Cependant, ces projets peuvent aussi donner lieu à des dérives «lorsque les acteurs publics ne sont pas en mesure de contrôler les orientations stratégiques des sociétés à qui ils concèdent ces marchés de villes in­telligentes».

C’est pour dire que «l’acceptabilité sociale des innovations technologiques de l’Internet des objets» est devenue un facteur crucial pour l’ensemble des acteurs industriels. La «rétribution» que constitue l’échange de don­nées personnelles en contrepartie d’un service «gratuit» semble de moins en moins satisfaisante pour les citoyens. «A mesure que les ci­toyens sont informés des risques de dérives liées au piratage de leurs données ou des risques de surveillance généralisée, de nouvelles réti­cences se font jour. On note ainsi une grande variabilité des réponses des usagers face aux sollicitations des plateformes de l’Internet pour obtenir leurs données personnelles».

A l’issue du scandale Cambridge Analytica, certains éta­blissent même un parallèle entre les risques sécuritaires issus de la dissémination des armes, et les risques sociaux et politiques issus de la dissémination des données sensibles sur les individus qui, à leur tour, peuvent devenir des armes.

Il conviendra donc «d’établir des mécanismes de limitation des activités de collecte, de stockage ainsi que de circulation des données issues des objets connectés».

Car, face à la constitution de ces gigantesques agrégateurs de données, un enjeu juridique et technologique majeur correspondra au fait d’assurer aux usagers de l’Internet une meilleure maîtrise de leurs données.

Les données partagées devront être réduites au minimum à ce qui est réellement nécessaire pour réaliser l’interopérabilité.
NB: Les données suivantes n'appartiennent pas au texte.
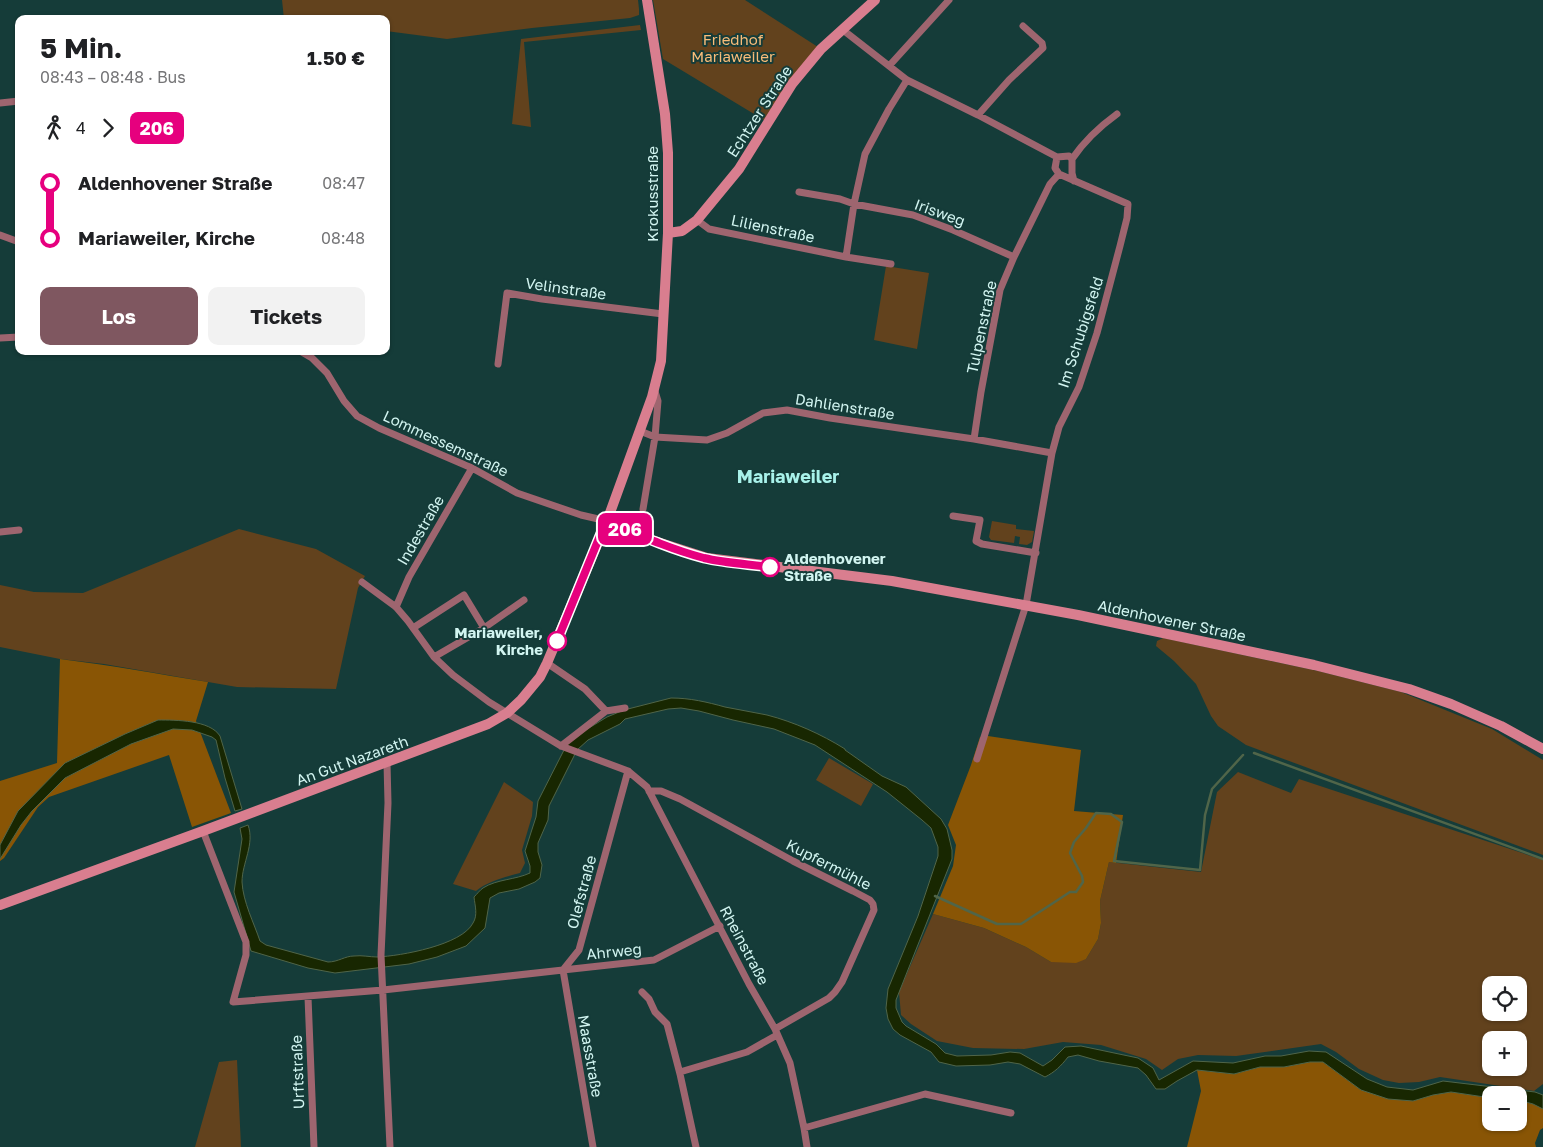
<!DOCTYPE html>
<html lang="de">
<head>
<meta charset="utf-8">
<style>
	body { margin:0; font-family:"Golos Text",sans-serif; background:#f2f2f2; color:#202124; height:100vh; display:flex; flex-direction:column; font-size:19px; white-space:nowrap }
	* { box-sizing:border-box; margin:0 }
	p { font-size:16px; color:#757577 }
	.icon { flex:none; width:28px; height:28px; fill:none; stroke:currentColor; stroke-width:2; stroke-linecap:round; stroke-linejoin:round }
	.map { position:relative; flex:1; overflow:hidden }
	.details { position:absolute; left:15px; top:15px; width:375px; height:340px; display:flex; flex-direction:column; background:#fff; border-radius:10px; box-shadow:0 1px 4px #0004 }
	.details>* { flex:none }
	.badge { padding:0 10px; border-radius:8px; font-size:18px; line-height:32px }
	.fabs { position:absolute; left:1482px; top:976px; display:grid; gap:10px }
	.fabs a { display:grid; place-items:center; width:45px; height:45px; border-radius:10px; background:#fff; box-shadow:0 1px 4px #0004; font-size:25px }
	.map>.badge { position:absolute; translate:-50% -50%; box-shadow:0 0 0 2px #fff }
	.legs { display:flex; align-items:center; gap:8px; height:55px; padding:0 25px; font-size:16px }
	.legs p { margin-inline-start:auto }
	.summary { display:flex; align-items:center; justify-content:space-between; height:85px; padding:0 25px }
	h1 { font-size:28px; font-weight:700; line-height:38px }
	.action { display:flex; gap:10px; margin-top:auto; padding:10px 25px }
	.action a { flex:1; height:58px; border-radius:10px; background:#7f5760; color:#fff; font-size:20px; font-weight:700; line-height:58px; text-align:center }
	.action a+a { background:#f2f2f2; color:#202124 }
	ul { padding:0 25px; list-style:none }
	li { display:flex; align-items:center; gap:18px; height:55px; font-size:19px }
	li i { display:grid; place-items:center; width:8px; height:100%; margin:0 6px; background:currentColor }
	li i::after { content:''; width:12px; height:12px; margin:-6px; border:4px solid; border-radius:50%; background:#fff }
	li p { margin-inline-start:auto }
	li:first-child i { background:linear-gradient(#0000 50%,currentColor 0) }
	li:last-child i { background:linear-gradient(currentColor 50%,#0000 0) }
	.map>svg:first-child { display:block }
	.green { fill:#62421d; fill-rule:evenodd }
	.forest { fill:#895505 }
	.water { fill:#182701; stroke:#506549 }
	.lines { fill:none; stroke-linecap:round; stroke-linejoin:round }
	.stream { stroke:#506549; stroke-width:2.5 }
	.street { stroke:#9e656f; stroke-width:7 }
	.secondary { stroke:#d97e8f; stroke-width:10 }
	.line-1-casing { stroke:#fff; stroke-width:11 }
	.line-1 { stroke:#e6007e; stroke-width:8 }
	.stop-1-dot { fill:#fff; stroke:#e6007e; stroke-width:2.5 }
	.labels { text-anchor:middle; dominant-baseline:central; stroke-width:4; stroke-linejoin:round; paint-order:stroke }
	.park-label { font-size:15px; fill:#f9bc79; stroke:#153c39 }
	.street-label { font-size:15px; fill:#d2f5f1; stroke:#153c39 }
	.stop-label { font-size:15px; font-weight:bold; fill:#d2f5f1; stroke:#153c39; text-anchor:start }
	.quarter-label { font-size:18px; font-weight:bold; fill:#a8f2ea; stroke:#153c39 }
</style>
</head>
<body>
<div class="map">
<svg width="1543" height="1147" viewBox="0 0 1543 1147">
	<rect width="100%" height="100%" fill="#153c39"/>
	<path class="green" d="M282 0H638L639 9V15L630 18 532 28 447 39 386 31V19H284Z
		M653 0H745L818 47 764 120 663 59Z
		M640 25 641 30 524 42 531 127 512 124 521 39Z
		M886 266 929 273 917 349 874 340Z
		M992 521 1016 525V529L1034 531 1032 542 1027 545 1019 544 1020 537 1015 536 1014 543 991 540 989 537Z
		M239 529 316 549 365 576 358 588 336 689 237 687 104 664 60 659 0 647V585L34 592 83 593Z
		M1163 638 1318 671 1401 692 1492 729 1543 760V855L1246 745 1218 726 1211 716 1196 684 1174 661 1156 646 1157 641Z
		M829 758 873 784 861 806 816 780Z
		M1238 772 1291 793 1299 779 1543 860V1084L1534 1091 1440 1077 1419 1082 1399 1083 1383 1080 1359 1069 1336 1052 1321 1044 1236 1056 1198 1055 1178 1059 1162 1070 1146 1059 1101 1045 1063 1042 1024 1049 973 1048 937 1041 911 1024 901 1015 899 992 933 914 984 928 1026 947 1051 962 1086 959 1098 939 1101 923 1100 901 1109 862 1201 872 1217 792ZM1491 985H1519V1012H1491ZM1491 1040H1519V1068H1491Z
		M504 782 533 802 532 816 522 850 525 863 520 873C505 877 488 881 476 891L453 884Z
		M237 1060 241 1147H195L219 1062Z"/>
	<path class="forest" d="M60 659C109 665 159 674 208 682L196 721 231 813 192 827 169 755 49 797 38 807 4 858 0 861V781L57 763Z
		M988 736 1081 750 1074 811 1123 815 1116 863 1109 862 1100 901 1101 923 1098 939 1086 959 1076 963 1051 962 1026 947 984 928 933 914 953 866 956 845 948 825 971 765 980 737Z
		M1310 1062H1323L1361 1090 1433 1095 1451 1092 1491 1098V1122H1519V1100L1543 1107V1128L1540 1130 1535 1143 1536 1147H1187L1201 1091 1197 1070 1234 1074 1260 1067H1284Z"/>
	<path class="water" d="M671 698C690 698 707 702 725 707 739 710 753 712 767 715 794 722 821 734 845 749V750L882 776 906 787 941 819 947 829 952 850V859L896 1000V1008L902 1022 906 1026 936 1044 945 1053 957 1056 991 1055 1010 1052 1020 1053 1043 1066 1052 1060 1065 1047 1081 1046 1138 1058 1153 1068 1159 1080 1193 1061 1233 1063 1265 1056H1281L1309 1051 1326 1052 1367 1079 1387 1087 1413 1090 1443 1081 1535 1092 1543 1095V1109L1533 1104 1519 1100V1095H1491V1098L1451 1092 1433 1095 1413 1101 1388 1099 1361 1090 1323 1062H1310L1284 1067H1260L1234 1074 1197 1070 1177 1081 1165 1089H1156L1146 1075 1138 1068 1099 1061 1078 1055 1068 1057C1061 1066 1055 1072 1045 1077L1020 1064 1008 1062 990 1065 956 1066 939 1062 931 1052 900 1035 893 1029 888 1019 886 1008 888 989 918 916 938 856V847L931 828 922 820 887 792 815 745 774 729 733 720 699 711 681 708 668 709 625 719 620 724 588 740 577 750 549 806 548 820 538 843V852L542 865 540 878 535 882 519 889 499 893 490 898 485 928 466 946 437 957 409 964 335 973 308 968 251 951 234 892 242 839 240 828 248 825C255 844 242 863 242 882 243 902 254 923 260 941L266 945 328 962C338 962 345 956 354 956 362 955 370 957 377 957 401 956 462 945 473 923 478 915 475 906 474 897 477 894 480 890 483 888 497 879 515 880 530 873V866L525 851 536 817 538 801 563 752 571 739 607 717 624 710Z
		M158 720C176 720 210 720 220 736L242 809 235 811 225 778 216 740 212 737 192 730 173 729 131 744 65 778 32 811 21 825 0 859V845L18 811 65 763 125 734Z"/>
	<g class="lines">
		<path class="stream" d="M1254 753 1543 859
			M935 896 997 924H1021L1070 892H1076L1083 882 1082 876 1070 853 1074 842 1086 828 1096 813 1111 814 1122 822 1114 861 1200 870 1205 815 1212 789 1243 755"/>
		<path class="street" d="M843 30 907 80 978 115 1057 157 1055 168 1059 174 1128 204 1127 218 1120 246 1097 333 1079 387 1059 427 1052 453 1026 605 977 759
			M889 66 949 0
			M0 103 19 101
			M978 115 1009 80 1043 48 1042 43 1023 26
			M1057 157 1069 156 1072 159V173L1074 181
			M1072 159C1085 140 1099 127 1117 114
			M799 192 840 199 854 204 913 215 953 230 1014 257
			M697 220 709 229 846 257 891 264
			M0 235 19 242
			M846 257 854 204 865 154 889 109 907 80
			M0 338 19 337
			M300 351 312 358 327 373 344 401 357 416 379 428 472 468 517 493 581 515 607 521
			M498 364 507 293 542 299 663 314
			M640 431 655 437 707 440 727 433 763 413 787 410 830 418 974 439 1052 453
			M974 439 981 392 1000 290 1014 257 1050 184 1059 174
			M643 509 655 437 658 401 654 388
			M953 516 980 520 976 541 982 544 1036 553
			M0 532 19 530
			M362 582 396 607 408 621 434 657 453 675 489 702 561 746 628 771 647 787 749 984 775 1029 790 1063 804 1128 807 1147
			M396 607 409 577 472 468
			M413 628 464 595 484 628
			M434 657 484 628 524 600
			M547 663 585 689 606 711
			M561 746 606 711 625 708
			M387 763 388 803 381 955 390 1147
			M649 791H661L680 799 793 861 853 891 870 900 873 904 874 910 842 982 835 992 829 998 775 1029
			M203 831 246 942V955L233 1002 383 990 563 970 579 950 628 771
			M642 992 649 999 655 1012 667 1024 680 1074 696 1147
			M308 997 314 1147
			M680 1072 747 1052 777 1035
			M804 1128 925 1094 1011 1113
			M593 1147 563 970 654 960 720 926"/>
		<path class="secondary" d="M668 233 682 231 697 220 739 169 792 84 821 49 875 0
			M607 521 651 540 707 558 892 581 1078 615 1314 665 1409 689 1451 704 1501 726 1543 749
			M0 905 203 831 488 724 507 713 521 700 540 677 547 663 607 521 652 397 661 361 668 233V153L665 114 647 0"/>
	</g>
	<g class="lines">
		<defs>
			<path id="line-1" d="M557 641 606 521C639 535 670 549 704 558 725 563 748 564 770 567"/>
		</defs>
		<use href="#line-1" class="line-1-casing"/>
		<use href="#line-1" class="line-1"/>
	</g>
	<g class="stop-1-dot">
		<circle cx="770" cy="567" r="9"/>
		<circle cx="557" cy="641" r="9"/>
	</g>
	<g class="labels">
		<g class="park-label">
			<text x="733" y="39">Friedhof<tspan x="733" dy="17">Mariaweiler</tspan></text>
		</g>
		<g class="street-label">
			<text transform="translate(759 111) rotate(-57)">Echtzer Straße</text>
			<text transform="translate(652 194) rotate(-90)">Krokusstraße</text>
			<text transform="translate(940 212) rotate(20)">Irisweg</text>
			<text transform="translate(773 228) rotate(12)">Lilienstraße</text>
			<text transform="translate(566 288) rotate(8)">Velinstraße</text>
			<text transform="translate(981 327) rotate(-78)">Tulpenstraße</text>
			<text transform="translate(1080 332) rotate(-72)">Im Schubigsfeld</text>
			<text transform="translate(845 406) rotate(9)">Dahlienstraße</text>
			<text transform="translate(446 443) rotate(25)">Lommessemstraße</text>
			<text transform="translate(420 530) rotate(-60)">Indestraße</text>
			<text transform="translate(1172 620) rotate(12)">Aldenhovener Straße</text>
			<text transform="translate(352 760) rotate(-20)">An Gut Nazareth</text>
			<text transform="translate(829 864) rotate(27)">Kupfermühle</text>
			<text transform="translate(581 892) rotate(-75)">Olefstraße</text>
			<text transform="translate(745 945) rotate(62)">Rheinstraße</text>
			<text transform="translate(614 951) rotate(-6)">Ahrweg</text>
			<text transform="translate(591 1056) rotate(80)">Maasstraße</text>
			<text transform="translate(297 1072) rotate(-92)">Urftstraße</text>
		</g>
		<g class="stop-label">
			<text x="784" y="558">Aldenhovener<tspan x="784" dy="17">Straße</tspan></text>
			<text x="543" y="632" text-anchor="end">Mariaweiler,<tspan x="543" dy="17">Kirche</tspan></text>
		</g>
		<g class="quarter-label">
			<text x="788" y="476">Mariaweiler</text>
		</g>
	</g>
</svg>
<div class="fabs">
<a><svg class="icon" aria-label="locate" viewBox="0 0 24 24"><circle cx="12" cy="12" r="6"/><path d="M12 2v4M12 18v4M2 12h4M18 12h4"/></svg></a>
<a>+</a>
<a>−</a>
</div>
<b class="badge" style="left:625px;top:529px;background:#e6007e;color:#fff">206</b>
<section class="details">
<div class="summary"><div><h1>5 Min.</h1><p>08:43 – 08:48 · Bus</p></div><b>1.50 €</b></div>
<div class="legs"><svg class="icon" aria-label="walk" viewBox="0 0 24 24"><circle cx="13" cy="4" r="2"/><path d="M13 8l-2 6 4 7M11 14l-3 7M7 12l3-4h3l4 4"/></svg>4<svg class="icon" aria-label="forward" viewBox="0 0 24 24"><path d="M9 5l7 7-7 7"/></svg><b class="badge" style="background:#e6007e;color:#fff">206</b></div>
<ul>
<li><i style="color:#e6007e"></i><b>Aldenhovener Straße</b><p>08:47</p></li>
<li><i style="color:#e6007e"></i><b>Mariaweiler, Kirche</b><p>08:48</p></li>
</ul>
<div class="action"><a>Los</a><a>Tickets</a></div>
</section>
</div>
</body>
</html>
Et les entreprises qui collectent des données via ces nouvelles interfaces interopérables «ne devraient pas être autorisées à monétiser ces données de quelque manière que ce soit, y compris en les utilisant pour effectuer le profilage des utilisateurs à des fins publicitaires».
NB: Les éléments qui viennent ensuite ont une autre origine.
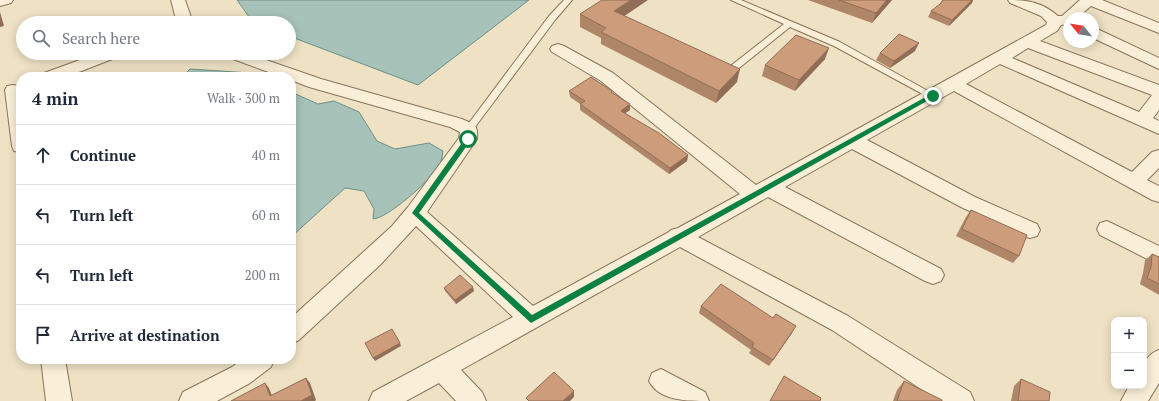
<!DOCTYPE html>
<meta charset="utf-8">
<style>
body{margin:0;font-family:"PT Serif",serif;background:#f6f6f7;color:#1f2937}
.controls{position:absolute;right:12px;bottom:12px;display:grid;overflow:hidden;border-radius:8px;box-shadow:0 2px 10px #0003}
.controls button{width:36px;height:36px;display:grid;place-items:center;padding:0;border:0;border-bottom:1px solid #e0e1e3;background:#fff;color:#1f2937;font:20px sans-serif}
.compass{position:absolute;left:1063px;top:12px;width:36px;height:36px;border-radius:50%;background:#fff;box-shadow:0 2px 10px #0003;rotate:300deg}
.stop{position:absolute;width:12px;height:12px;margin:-9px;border:3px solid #0b8043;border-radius:50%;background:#fff}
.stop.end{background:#0b8043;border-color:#fff;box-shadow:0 1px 4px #0008}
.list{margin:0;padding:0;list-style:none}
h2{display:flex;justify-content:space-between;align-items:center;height:52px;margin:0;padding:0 16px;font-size:17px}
h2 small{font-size:13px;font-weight:400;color:#747a83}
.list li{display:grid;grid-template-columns:26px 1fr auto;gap:12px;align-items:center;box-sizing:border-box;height:60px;padding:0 16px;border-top:1px solid #e0e1e3}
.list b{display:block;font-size:15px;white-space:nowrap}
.list em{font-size:13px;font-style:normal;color:#747a83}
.icon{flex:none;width:22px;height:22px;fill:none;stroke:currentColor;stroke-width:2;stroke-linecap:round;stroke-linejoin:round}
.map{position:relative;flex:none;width:1159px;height:401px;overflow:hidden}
.search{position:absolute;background:#fff;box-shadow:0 2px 10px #0003;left:16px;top:16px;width:280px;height:44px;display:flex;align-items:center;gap:10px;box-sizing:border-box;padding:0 14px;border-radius:22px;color:#747a83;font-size:15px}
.panel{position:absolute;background:#fff;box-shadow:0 2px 10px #0003;left:16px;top:72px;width:280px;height:292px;border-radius:16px}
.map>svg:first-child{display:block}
.water{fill:#a6c2b9;stroke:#6d9087}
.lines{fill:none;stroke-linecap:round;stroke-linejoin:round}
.lane-casing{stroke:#89735a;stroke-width:2}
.street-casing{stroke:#89735a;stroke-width:2}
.lane{fill:#f9efd8;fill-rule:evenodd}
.street{fill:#f9efd8;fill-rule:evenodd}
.wall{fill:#b08669}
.shaded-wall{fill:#906d55}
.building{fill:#cd9c7a;stroke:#906d55}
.route{fill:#0b8043}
</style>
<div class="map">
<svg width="1159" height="401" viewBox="0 0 1159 401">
<rect width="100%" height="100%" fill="#eee1c4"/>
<path class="water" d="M237,0H529L418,85L289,36V23H256L252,21Z
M190,69L250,73L258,77H182Z
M291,92L318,104L334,101L359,112L377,141L395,149L429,143L443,151C442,156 442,162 439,166C431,180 388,218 373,219L374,209L364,191L345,188L291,237Z"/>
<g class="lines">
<defs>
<path id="lane" d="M564,0H572L555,20L472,131H466L464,129L466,127L549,16Z
M731,0H741L840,42L937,96L933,99L930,98L834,46L790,27L734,72H728L727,70L728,68L784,24Z"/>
<path id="street" d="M0,0H13L11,3L0,6Z
M171,0H185L193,23H177Z
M1008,0C1028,0 1042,2 1058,16H1062L1080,0H1102L1159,23V33L1091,6L1077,18H1069V24L1061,25L1057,31L1040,41L1159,85V110L1153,118L1159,121V134L1000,64L966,84L1132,172L1152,152L1159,150V168L1147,180L1159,186V202L1152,200L954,91L867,140L975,197L1037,224L1040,230L1037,236L1030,238L1023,236L961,207L852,149L785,187L941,269L944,275L941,281L933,284L925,281L768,197L698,237L848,316L970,392L974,401H939L832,330L680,247L461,370L482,392L486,401H456L439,383L406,401H369L373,392L513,317L416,226L381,264L299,340L291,344V318L392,226L408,207L459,138L460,132L450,127L309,87L291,80V77H282L225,56L223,53H246L321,79L462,119C475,125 478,124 477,139L427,212L533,306L669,232L671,230L678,228L740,194L601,81L552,52L550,49L552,46L558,44L564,46L613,73L756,185L1046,25L1047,22L1041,16L1010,3ZM1028,48L1152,95L1139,112L1012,58Z
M1093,27L1159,58V69L1093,38Z
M99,53H122L120,56L66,77H42L44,73Z
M13,85L19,86L21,89V152L14,151L12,146L5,90L7,86Z
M1107,221L1159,246V265L1100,235L1097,229L1100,223Z
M1159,350V383L1148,401H1121L1129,386H1144C1144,369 1141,357 1159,350Z
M41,359H65L72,401H46Z
M243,359H274L271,367L250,383L217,401H179L183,392L232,367Z
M661,369L705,392L709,401C687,401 659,401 649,381L652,373Z"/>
</defs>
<use href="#lane" class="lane-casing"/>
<use href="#street" class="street-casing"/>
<use href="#lane" class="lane"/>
<use href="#street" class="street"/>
</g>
<path class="wall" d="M808,0H892L872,23Z
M943,0H973L972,3L949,26L928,17L931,11L940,4Z
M580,14L624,16L737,82L716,103L601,44V38L580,27Z
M915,51L890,68L876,60L880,53Z
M825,59L795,91L762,76L765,65Z
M569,91H612V93L630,104V110L625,113L688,155L687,161L669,174L580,110V104L570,97Z
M971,210L1019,256L1013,263L956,236L966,217Z
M1152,254L1159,257V295L1140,284L1143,273L1145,260Z
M444,288L474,291L456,304L445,291Z
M701,306L792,333L769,366L749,353L751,350L699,313Z
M1021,379L1049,401H1011L1014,386Z
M904,381L942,401H893L897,390Z"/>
<path class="shaded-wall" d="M631,0H648L614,23V11Z
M887,0H892L872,23L876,13Z
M972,0H973L972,3L949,26L952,20Z
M0,12L4,26L0,27Z
M919,43L915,51L890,68L894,61Z
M829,48L825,59L795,91L799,80Z
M740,69L737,82L716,103L719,91Z
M630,104V110L621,116V111Z
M688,155L687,161L669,174L670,168Z
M473,287L474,291L456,304L455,300Z
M796,326L792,333L769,366L773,360Z
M400,343L401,346L375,361L373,358Z
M306,378L310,383L316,400L315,401H301Z
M265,383L269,388L274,401L270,396Z
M574,391V397L570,401H563Z"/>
<path class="building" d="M602,0H631L614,11L740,69L719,91L601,32L606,28L580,14Z
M839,0H887L876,13Z
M943,0H972L952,20L931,11L940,4Z
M899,34L919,43L894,61L880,53Z
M796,35L829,48L799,80L765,65Z
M591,77L612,91L611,92L630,104L621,111L659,133L688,155L670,168L580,104L585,101L569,91Z
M971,210L1027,235L1019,256L962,229Z
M1152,254L1159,257V284L1147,278L1151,267Z
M460,275L473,287L455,300L444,288Z
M721,284L773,318L776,314L796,326L773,360L752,347L754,343L701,306Z
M392,329L400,343L373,358L365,343Z
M554,372L574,391L563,401H529L526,398Z
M784,376L821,398L820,401H770Z
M306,378L312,395L301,401H231L265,383L270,396Z
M1021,379L1050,392L1049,401H1018Z
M904,381L942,400V401H897Z"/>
<path class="route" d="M931,94L936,96L531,323L412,213L466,137H471V140L419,213L532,315Z"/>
</svg>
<div class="controls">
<button>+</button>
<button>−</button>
</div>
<svg class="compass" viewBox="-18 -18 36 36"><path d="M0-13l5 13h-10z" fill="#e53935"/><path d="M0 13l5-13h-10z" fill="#747a83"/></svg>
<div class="stop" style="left:468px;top:139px"></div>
<div class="stop end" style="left:933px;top:96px"></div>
<div class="search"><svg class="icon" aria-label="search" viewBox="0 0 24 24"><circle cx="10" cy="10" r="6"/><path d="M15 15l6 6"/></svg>Search here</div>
<section class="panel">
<h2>4 min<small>Walk · 300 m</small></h2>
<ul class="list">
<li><svg class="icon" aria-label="ahead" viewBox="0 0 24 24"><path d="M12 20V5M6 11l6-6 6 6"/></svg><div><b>Continue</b></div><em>40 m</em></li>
<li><svg class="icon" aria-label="left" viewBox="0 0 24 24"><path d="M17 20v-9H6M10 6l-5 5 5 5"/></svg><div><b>Turn left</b></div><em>60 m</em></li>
<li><svg class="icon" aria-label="left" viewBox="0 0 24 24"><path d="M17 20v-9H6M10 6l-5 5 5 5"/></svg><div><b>Turn left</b></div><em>200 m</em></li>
<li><svg class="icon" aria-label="arrive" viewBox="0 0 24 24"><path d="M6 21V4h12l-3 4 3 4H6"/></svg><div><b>Arrive at destination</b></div></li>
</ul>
</section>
</div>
Un autre instrument de régulation des plateformes est lié à l’ana­lyse des algorithmes qui traitent les données personnelles. En effet, «la transparence vis-à-vis du Code de ces algorithmes pourrait bientôt devenir un impératif pour les sociétés démocratiques. Cette régulation pourrait s’appliquer en particulier à la conception des al­gorithmes des objets connectés qui auront une influence sur la sé­curité des personnes».

Lawrence Lessig affirme ainsi que le «Code des algorithmes cruciaux pour la vie des citoyens devra être sous le contrôle des citoyens, et plus conçu de manière opaque par des sociétés en dehors de tout contrôle démocratique». D’autant que les algorithmes des grandes plateformes peuvent déjà avoir «une influence déterminante sur la formation des opinions publiques. Ainsi en favorisant l’exposition de leurs usagers à des contenus plus clivants ou polarisants, ces plateformes exercent un rôle politique majeur».

A l’heure de l’Internet des objets, la souveraineté numérique ne peut se concevoir sous une forme uniquement défensive, mais bien comme la synergie entre mesures de régulation et élaboration de dispositifs de politique industrielle.

En effet, «au moment où l’Internet des objets devient un enjeu politique et éco­nomique majeur, la régulation des acteurs qui déploient ces solutions technologiques apparaît encore plus nécessaire».